The poor economy, coupled with a tense geopolitical climate, has been good to most companies in the security market. CyberGuard, which makes about a quarter of its revenue from government, said it was no exception.
The company reported net income for the three months to March 31 of $5.1m, up from $81,000 a year ago, on revenue up 37% at $8.6m. CyberGuard said, however, that without the benefit of a tax refund, profit was only $979,000.
CyberGuard CEO Scott Hammack said in a statement: We have been investing significant resources back into our business because we see great opportunity to capture market share. And we continue to look for value M&A opportunities.
In a conference call, Hammock did not say what companies CyberGuard will look at, but mentioned SSL and IDS. The jury’s still out on intrusion detection and how that plays in, he said. It’s definitely interesting, but right now not a have-to-have.
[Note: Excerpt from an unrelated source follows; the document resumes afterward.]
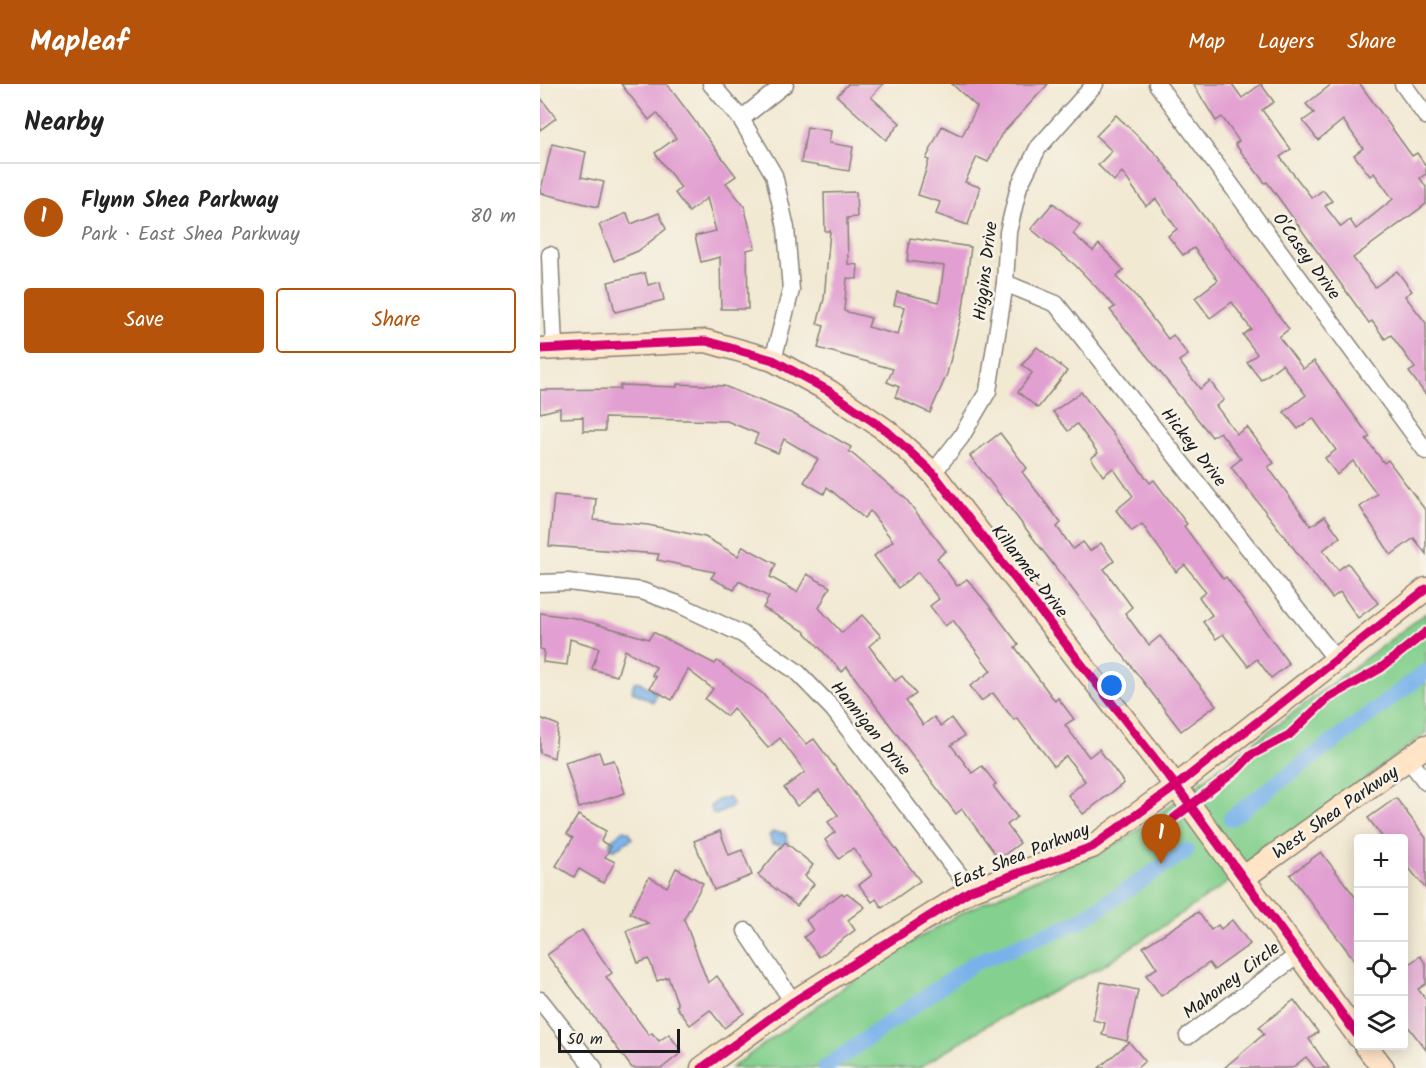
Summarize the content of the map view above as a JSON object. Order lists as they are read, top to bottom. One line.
{"streets":{"street":["O'Casey Drive","Higgins Drive","Hickey Drive","Killarmet Drive","Hannigan Drive","West Shea Parkway","East Shea Parkway","Mahoney Circle"]},"crossings":[["Higgins Drive","Hickey Drive"],["Higgins Drive","Killarmet Drive"],["Hickey Drive","East Shea Parkway"],["Killarmet Drive","West Shea Parkway"],["Killarmet Drive","East Shea Parkway"],["Killarmet Drive","Mahoney Circle"],["Hannigan Drive","East Shea Parkway"]],"scale_bar":"50 m","page":{"header":"Mapleaf","nav":["Map","Layers","Share"],"heading":"Nearby","list":[{"mark":"1","name":"Flynn Shea Parkway","note":"Park · East Shea Parkway","value":"80 m"}],"buttons":["Save","Share"],"pins":"1","map_buttons":["+","−"],"scale":"50 m"}}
Steering clear of IDS and intrusion prevention may be unavoidable anyway. Network Associates Inc just paid a total of over $200m for two such companies, and CyberGuard’s balance sheet shows just $19.3m in current assets at the end of the quarter, half of it cash.
The company bought NetOctave Inc, a provider of SSL acceleration cards that CyberGuard had partnered with for eight months for $1.5m in January and released products based on its technology in March.
CyberGuard has two more new products developed in-house coming in the next 30 days, Hammack said. The most significant, Global Command Center, will be a management application for overseers of hundreds of firewall appliances.
Historically… maybe the complexity of our product was more than the competition, and maybe that was a ding against us, Hammack said. New products coming out, particularly Global Command Center, will target the ease of use category.
Hammack also said CyberGuard will release a new model appliance, the 3200, which will feature throughput of 3Gbps, up a gigabit on previous releases.